• [What the exercise asks]:
From the data below, repeat exactly the lines from the line with "Where are all text" to the line with "Find the street", both included.

• [Raw data]:
┌──
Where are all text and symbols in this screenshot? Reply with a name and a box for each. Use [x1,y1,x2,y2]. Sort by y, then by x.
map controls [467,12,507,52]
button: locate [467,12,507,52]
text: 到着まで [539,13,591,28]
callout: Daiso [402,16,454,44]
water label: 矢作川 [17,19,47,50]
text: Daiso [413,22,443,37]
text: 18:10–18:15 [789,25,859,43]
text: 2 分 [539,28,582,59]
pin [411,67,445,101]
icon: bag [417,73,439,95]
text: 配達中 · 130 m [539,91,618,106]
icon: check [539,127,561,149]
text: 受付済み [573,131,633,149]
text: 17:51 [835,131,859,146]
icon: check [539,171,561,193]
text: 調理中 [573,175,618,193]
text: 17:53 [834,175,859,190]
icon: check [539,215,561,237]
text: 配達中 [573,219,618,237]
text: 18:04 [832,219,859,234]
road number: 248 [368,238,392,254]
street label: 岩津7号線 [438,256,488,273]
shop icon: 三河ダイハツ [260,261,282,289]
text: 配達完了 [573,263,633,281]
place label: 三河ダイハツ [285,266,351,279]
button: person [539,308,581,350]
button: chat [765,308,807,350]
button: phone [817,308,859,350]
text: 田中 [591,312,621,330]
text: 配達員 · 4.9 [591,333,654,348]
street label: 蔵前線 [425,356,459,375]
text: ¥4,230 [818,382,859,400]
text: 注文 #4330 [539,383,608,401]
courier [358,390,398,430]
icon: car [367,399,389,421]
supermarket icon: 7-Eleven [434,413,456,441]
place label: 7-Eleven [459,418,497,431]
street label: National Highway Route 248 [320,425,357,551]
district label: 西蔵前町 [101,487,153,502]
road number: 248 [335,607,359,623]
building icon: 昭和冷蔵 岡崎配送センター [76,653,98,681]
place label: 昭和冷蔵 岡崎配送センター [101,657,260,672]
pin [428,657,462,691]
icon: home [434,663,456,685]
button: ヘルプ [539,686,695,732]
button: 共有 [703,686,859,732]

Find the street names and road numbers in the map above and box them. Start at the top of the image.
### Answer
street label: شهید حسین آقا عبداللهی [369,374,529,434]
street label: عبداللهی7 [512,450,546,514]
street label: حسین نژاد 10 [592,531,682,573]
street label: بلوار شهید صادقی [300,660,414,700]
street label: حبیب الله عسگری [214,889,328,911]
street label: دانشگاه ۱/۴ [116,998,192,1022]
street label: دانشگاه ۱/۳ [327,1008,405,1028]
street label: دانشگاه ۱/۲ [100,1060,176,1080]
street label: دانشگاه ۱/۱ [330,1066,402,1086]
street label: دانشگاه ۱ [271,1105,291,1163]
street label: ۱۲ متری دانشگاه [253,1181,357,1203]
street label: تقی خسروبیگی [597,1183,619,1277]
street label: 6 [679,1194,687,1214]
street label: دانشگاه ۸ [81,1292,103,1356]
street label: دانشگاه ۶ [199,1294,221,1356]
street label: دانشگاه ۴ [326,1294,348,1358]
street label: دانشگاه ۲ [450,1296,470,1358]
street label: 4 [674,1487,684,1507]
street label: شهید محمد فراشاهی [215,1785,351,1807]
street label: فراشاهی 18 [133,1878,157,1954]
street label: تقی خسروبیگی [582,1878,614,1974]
└──
┌──
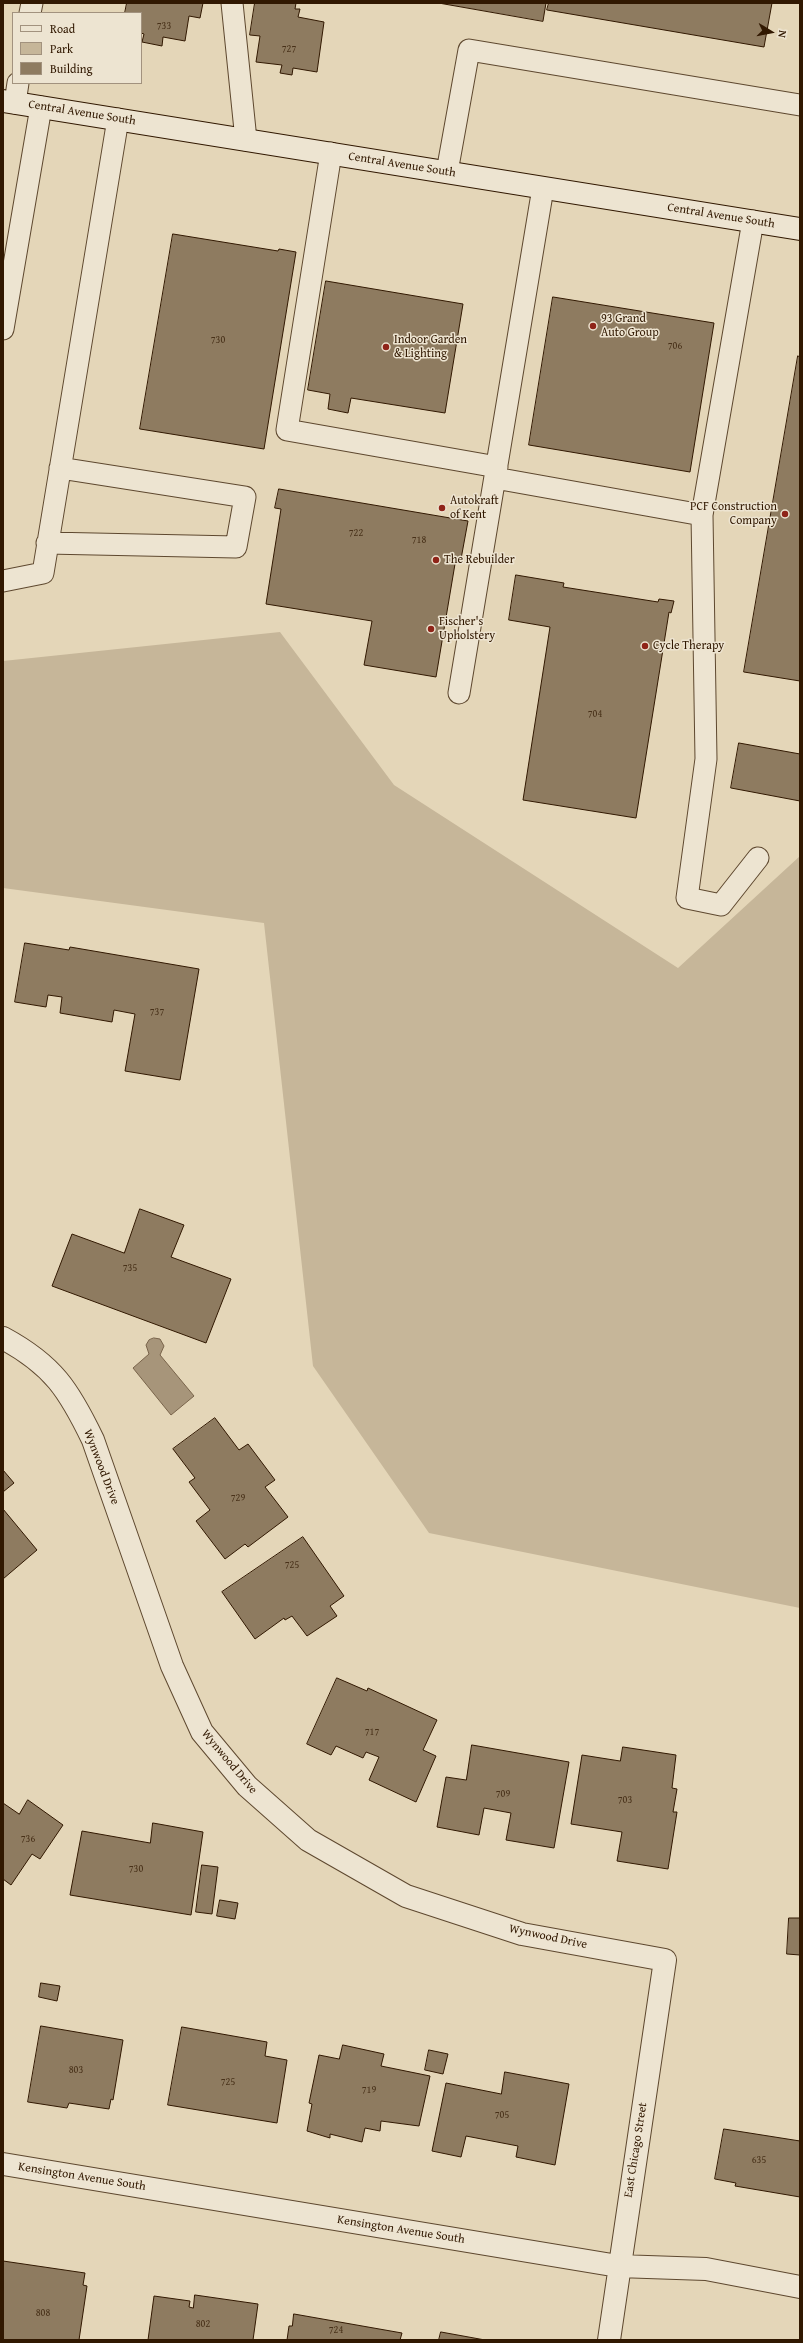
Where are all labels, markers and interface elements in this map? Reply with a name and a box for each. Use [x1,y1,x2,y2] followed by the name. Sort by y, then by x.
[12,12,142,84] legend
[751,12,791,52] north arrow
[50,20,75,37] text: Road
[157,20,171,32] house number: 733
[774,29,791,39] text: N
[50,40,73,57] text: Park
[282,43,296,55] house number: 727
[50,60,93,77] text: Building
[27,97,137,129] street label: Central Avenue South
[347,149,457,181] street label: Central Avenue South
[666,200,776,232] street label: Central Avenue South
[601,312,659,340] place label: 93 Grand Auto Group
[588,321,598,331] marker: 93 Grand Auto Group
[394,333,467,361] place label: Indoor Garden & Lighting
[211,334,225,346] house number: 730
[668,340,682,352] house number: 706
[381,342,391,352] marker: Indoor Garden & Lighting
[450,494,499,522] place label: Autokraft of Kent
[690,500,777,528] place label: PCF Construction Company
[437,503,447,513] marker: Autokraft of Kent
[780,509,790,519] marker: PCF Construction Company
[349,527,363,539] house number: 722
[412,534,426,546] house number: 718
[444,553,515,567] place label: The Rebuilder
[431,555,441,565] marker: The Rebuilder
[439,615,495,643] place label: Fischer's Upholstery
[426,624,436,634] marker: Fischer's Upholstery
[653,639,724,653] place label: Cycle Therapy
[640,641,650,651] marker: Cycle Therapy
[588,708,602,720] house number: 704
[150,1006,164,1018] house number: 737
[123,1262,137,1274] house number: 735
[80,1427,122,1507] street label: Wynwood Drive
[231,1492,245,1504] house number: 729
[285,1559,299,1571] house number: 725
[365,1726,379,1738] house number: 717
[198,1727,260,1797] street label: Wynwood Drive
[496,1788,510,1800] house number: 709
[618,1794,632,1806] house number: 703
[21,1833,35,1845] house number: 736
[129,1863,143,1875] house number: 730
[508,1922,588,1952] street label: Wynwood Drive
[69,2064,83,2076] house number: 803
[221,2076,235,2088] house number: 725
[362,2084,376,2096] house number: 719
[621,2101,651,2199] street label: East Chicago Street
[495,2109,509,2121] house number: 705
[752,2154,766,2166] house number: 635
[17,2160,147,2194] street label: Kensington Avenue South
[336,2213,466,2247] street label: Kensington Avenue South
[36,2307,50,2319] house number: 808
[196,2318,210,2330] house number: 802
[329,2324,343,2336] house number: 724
└──
• [Your response]:
Where are all text and symbols in this screenshot? Reply with a name and a box for each. Use [x1,y1,x2,y2]. Sort by y, then by x.
map controls [467,12,507,52]
button: locate [467,12,507,52]
text: 到着まで [539,13,591,28]
callout: Daiso [402,16,454,44]
water label: 矢作川 [17,19,47,50]
text: Daiso [413,22,443,37]
text: 18:10–18:15 [789,25,859,43]
text: 2 分 [539,28,582,59]
pin [411,67,445,101]
icon: bag [417,73,439,95]
text: 配達中 · 130 m [539,91,618,106]
icon: check [539,127,561,149]
text: 受付済み [573,131,633,149]
text: 17:51 [835,131,859,146]
icon: check [539,171,561,193]
text: 調理中 [573,175,618,193]
text: 17:53 [834,175,859,190]
icon: check [539,215,561,237]
text: 配達中 [573,219,618,237]
text: 18:04 [832,219,859,234]
road number: 248 [368,238,392,254]
street label: 岩津7号線 [438,256,488,273]
shop icon: 三河ダイハツ [260,261,282,289]
text: 配達完了 [573,263,633,281]
place label: 三河ダイハツ [285,266,351,279]
button: person [539,308,581,350]
button: chat [765,308,807,350]
button: phone [817,308,859,350]
text: 田中 [591,312,621,330]
text: 配達員 · 4.9 [591,333,654,348]
street label: 蔵前線 [425,356,459,375]
text: ¥4,230 [818,382,859,400]
text: 注文 #4330 [539,383,608,401]
courier [358,390,398,430]
icon: car [367,399,389,421]
supermarket icon: 7-Eleven [434,413,456,441]
place label: 7-Eleven [459,418,497,431]
street label: National Highway Route 248 [320,425,357,551]
district label: 西蔵前町 [101,487,153,502]
road number: 248 [335,607,359,623]
building icon: 昭和冷蔵 岡崎配送センター [76,653,98,681]
place label: 昭和冷蔵 岡崎配送センター [101,657,260,672]
pin [428,657,462,691]
icon: home [434,663,456,685]
button: ヘルプ [539,686,695,732]
button: 共有 [703,686,859,732]

Find the street names and road numbers in the map above and box them. Start at the top of the image.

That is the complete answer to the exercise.